Exercise objective: Output an exact reproduction of the data.

Dataset entries:

========================================

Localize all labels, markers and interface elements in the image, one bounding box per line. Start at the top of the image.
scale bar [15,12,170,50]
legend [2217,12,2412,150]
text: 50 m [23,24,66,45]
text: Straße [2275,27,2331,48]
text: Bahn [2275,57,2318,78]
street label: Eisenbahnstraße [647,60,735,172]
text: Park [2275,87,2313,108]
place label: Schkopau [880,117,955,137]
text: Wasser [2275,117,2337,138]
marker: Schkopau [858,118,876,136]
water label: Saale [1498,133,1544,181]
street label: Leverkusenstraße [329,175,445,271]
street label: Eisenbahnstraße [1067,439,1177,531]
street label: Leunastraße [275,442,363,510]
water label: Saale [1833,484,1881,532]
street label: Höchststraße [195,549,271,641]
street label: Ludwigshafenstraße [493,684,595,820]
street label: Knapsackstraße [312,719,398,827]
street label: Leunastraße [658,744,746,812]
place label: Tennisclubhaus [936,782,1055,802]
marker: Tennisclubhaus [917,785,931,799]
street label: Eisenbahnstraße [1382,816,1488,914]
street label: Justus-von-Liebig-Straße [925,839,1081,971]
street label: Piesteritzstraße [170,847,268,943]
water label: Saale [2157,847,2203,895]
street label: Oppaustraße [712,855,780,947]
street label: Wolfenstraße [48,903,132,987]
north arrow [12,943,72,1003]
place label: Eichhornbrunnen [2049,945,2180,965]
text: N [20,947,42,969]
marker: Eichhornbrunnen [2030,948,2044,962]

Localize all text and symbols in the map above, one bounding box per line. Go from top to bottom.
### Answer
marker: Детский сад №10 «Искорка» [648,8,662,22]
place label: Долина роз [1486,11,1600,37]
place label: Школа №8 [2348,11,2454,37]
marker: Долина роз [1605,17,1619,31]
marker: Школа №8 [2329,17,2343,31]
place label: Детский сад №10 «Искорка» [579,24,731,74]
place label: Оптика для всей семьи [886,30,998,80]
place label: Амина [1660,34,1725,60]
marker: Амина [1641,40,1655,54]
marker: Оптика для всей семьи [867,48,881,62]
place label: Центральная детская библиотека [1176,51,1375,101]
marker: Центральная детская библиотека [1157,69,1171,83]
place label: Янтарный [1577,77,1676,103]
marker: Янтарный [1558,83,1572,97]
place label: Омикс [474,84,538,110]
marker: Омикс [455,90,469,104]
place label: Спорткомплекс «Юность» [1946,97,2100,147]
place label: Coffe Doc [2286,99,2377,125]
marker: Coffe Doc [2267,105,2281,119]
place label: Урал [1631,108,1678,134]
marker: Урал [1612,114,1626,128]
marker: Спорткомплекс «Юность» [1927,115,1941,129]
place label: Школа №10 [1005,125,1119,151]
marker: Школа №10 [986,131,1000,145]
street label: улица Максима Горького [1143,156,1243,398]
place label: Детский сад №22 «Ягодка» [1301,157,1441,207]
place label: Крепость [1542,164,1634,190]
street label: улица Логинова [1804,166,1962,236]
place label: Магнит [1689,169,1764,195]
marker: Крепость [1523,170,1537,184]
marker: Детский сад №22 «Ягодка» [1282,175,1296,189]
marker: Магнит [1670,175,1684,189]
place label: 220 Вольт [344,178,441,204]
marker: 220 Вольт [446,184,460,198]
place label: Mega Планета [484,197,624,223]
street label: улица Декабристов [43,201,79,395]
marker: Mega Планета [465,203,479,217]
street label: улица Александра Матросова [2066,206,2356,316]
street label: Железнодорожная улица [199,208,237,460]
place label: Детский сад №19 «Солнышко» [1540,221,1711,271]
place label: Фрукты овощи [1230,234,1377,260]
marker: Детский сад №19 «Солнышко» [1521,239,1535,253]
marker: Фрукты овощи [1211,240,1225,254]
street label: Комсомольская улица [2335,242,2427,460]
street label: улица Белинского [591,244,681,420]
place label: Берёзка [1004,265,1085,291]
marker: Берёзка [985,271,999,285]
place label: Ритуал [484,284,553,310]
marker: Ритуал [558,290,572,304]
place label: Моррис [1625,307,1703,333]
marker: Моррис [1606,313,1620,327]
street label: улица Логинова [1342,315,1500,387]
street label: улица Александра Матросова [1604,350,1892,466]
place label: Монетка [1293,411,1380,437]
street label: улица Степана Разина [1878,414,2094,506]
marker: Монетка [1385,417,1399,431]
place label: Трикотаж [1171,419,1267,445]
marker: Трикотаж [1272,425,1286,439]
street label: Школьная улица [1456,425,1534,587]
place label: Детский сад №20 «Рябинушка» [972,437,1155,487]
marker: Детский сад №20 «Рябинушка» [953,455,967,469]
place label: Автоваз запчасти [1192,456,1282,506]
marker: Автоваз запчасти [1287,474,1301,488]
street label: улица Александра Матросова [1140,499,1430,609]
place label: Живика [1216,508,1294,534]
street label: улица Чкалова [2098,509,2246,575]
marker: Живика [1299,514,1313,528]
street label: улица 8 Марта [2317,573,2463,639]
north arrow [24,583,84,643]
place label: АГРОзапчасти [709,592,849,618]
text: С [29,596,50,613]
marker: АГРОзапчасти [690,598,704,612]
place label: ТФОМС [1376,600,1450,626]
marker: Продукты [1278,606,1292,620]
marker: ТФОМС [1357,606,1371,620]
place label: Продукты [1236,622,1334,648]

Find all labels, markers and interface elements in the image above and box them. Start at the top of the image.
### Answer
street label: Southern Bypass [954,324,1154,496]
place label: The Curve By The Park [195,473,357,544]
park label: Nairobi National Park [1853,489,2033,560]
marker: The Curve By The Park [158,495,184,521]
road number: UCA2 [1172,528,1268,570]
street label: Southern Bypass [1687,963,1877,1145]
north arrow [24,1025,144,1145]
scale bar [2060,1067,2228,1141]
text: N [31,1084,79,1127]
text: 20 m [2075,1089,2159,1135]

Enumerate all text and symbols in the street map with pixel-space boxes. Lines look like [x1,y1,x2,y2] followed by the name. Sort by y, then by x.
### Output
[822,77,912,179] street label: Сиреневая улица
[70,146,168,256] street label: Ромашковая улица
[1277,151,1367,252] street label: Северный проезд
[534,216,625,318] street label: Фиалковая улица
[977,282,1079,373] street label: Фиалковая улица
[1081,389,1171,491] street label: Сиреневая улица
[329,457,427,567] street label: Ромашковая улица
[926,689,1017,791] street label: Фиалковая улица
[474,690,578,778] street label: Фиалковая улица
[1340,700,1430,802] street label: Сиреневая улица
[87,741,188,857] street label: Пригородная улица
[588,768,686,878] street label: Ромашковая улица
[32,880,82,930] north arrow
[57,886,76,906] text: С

========================================

Answer section:
Localize all labels, markers and interface elements in the image, one bounding box per line. Start at the top of the image.
scale bar [15,12,170,50]
legend [2217,12,2412,150]
text: 50 m [23,24,66,45]
text: Straße [2275,27,2331,48]
text: Bahn [2275,57,2318,78]
street label: Eisenbahnstraße [647,60,735,172]
text: Park [2275,87,2313,108]
place label: Schkopau [880,117,955,137]
text: Wasser [2275,117,2337,138]
marker: Schkopau [858,118,876,136]
water label: Saale [1498,133,1544,181]
street label: Leverkusenstraße [329,175,445,271]
street label: Eisenbahnstraße [1067,439,1177,531]
street label: Leunastraße [275,442,363,510]
water label: Saale [1833,484,1881,532]
street label: Höchststraße [195,549,271,641]
street label: Ludwigshafenstraße [493,684,595,820]
street label: Knapsackstraße [312,719,398,827]
street label: Leunastraße [658,744,746,812]
place label: Tennisclubhaus [936,782,1055,802]
marker: Tennisclubhaus [917,785,931,799]
street label: Eisenbahnstraße [1382,816,1488,914]
street label: Justus-von-Liebig-Straße [925,839,1081,971]
street label: Piesteritzstraße [170,847,268,943]
water label: Saale [2157,847,2203,895]
street label: Oppaustraße [712,855,780,947]
street label: Wolfenstraße [48,903,132,987]
north arrow [12,943,72,1003]
place label: Eichhornbrunnen [2049,945,2180,965]
text: N [20,947,42,969]
marker: Eichhornbrunnen [2030,948,2044,962]

Localize all text and symbols in the map above, one bounding box per line. Go from top to bottom.
### Answer
marker: Детский сад №10 «Искорка» [648,8,662,22]
place label: Долина роз [1486,11,1600,37]
place label: Школа №8 [2348,11,2454,37]
marker: Долина роз [1605,17,1619,31]
marker: Школа №8 [2329,17,2343,31]
place label: Детский сад №10 «Искорка» [579,24,731,74]
place label: Оптика для всей семьи [886,30,998,80]
place label: Амина [1660,34,1725,60]
marker: Амина [1641,40,1655,54]
marker: Оптика для всей семьи [867,48,881,62]
place label: Центральная детская библиотека [1176,51,1375,101]
marker: Центральная детская библиотека [1157,69,1171,83]
place label: Янтарный [1577,77,1676,103]
marker: Янтарный [1558,83,1572,97]
place label: Омикс [474,84,538,110]
marker: Омикс [455,90,469,104]
place label: Спорткомплекс «Юность» [1946,97,2100,147]
place label: Coffe Doc [2286,99,2377,125]
marker: Coffe Doc [2267,105,2281,119]
place label: Урал [1631,108,1678,134]
marker: Урал [1612,114,1626,128]
marker: Спорткомплекс «Юность» [1927,115,1941,129]
place label: Школа №10 [1005,125,1119,151]
marker: Школа №10 [986,131,1000,145]
street label: улица Максима Горького [1143,156,1243,398]
place label: Детский сад №22 «Ягодка» [1301,157,1441,207]
place label: Крепость [1542,164,1634,190]
street label: улица Логинова [1804,166,1962,236]
place label: Магнит [1689,169,1764,195]
marker: Крепость [1523,170,1537,184]
marker: Детский сад №22 «Ягодка» [1282,175,1296,189]
marker: Магнит [1670,175,1684,189]
place label: 220 Вольт [344,178,441,204]
marker: 220 Вольт [446,184,460,198]
place label: Mega Планета [484,197,624,223]
street label: улица Декабристов [43,201,79,395]
marker: Mega Планета [465,203,479,217]
street label: улица Александра Матросова [2066,206,2356,316]
street label: Железнодорожная улица [199,208,237,460]
place label: Детский сад №19 «Солнышко» [1540,221,1711,271]
place label: Фрукты овощи [1230,234,1377,260]
marker: Детский сад №19 «Солнышко» [1521,239,1535,253]
marker: Фрукты овощи [1211,240,1225,254]
street label: Комсомольская улица [2335,242,2427,460]
street label: улица Белинского [591,244,681,420]
place label: Берёзка [1004,265,1085,291]
marker: Берёзка [985,271,999,285]
place label: Ритуал [484,284,553,310]
marker: Ритуал [558,290,572,304]
place label: Моррис [1625,307,1703,333]
marker: Моррис [1606,313,1620,327]
street label: улица Логинова [1342,315,1500,387]
street label: улица Александра Матросова [1604,350,1892,466]
place label: Монетка [1293,411,1380,437]
street label: улица Степана Разина [1878,414,2094,506]
marker: Монетка [1385,417,1399,431]
place label: Трикотаж [1171,419,1267,445]
marker: Трикотаж [1272,425,1286,439]
street label: Школьная улица [1456,425,1534,587]
place label: Детский сад №20 «Рябинушка» [972,437,1155,487]
marker: Детский сад №20 «Рябинушка» [953,455,967,469]
place label: Автоваз запчасти [1192,456,1282,506]
marker: Автоваз запчасти [1287,474,1301,488]
street label: улица Александра Матросова [1140,499,1430,609]
place label: Живика [1216,508,1294,534]
street label: улица Чкалова [2098,509,2246,575]
marker: Живика [1299,514,1313,528]
street label: улица 8 Марта [2317,573,2463,639]
north arrow [24,583,84,643]
place label: АГРОзапчасти [709,592,849,618]
text: С [29,596,50,613]
marker: АГРОзапчасти [690,598,704,612]
place label: ТФОМС [1376,600,1450,626]
marker: Продукты [1278,606,1292,620]
marker: ТФОМС [1357,606,1371,620]
place label: Продукты [1236,622,1334,648]

Find all labels, markers and interface elements in the image above and box them. Start at the top of the image.
### Answer
street label: Southern Bypass [954,324,1154,496]
place label: The Curve By The Park [195,473,357,544]
park label: Nairobi National Park [1853,489,2033,560]
marker: The Curve By The Park [158,495,184,521]
road number: UCA2 [1172,528,1268,570]
street label: Southern Bypass [1687,963,1877,1145]
north arrow [24,1025,144,1145]
scale bar [2060,1067,2228,1141]
text: N [31,1084,79,1127]
text: 20 m [2075,1089,2159,1135]

Enumerate all text and symbols in the street map with pixel-space boxes. Lines look like [x1,y1,x2,y2] followed by the name. Sort by y, then by x.
### Output
[822,77,912,179] street label: Сиреневая улица
[70,146,168,256] street label: Ромашковая улица
[1277,151,1367,252] street label: Северный проезд
[534,216,625,318] street label: Фиалковая улица
[977,282,1079,373] street label: Фиалковая улица
[1081,389,1171,491] street label: Сиреневая улица
[329,457,427,567] street label: Ромашковая улица
[926,689,1017,791] street label: Фиалковая улица
[474,690,578,778] street label: Фиалковая улица
[1340,700,1430,802] street label: Сиреневая улица
[87,741,188,857] street label: Пригородная улица
[588,768,686,878] street label: Ромашковая улица
[32,880,82,930] north arrow
[57,886,76,906] text: С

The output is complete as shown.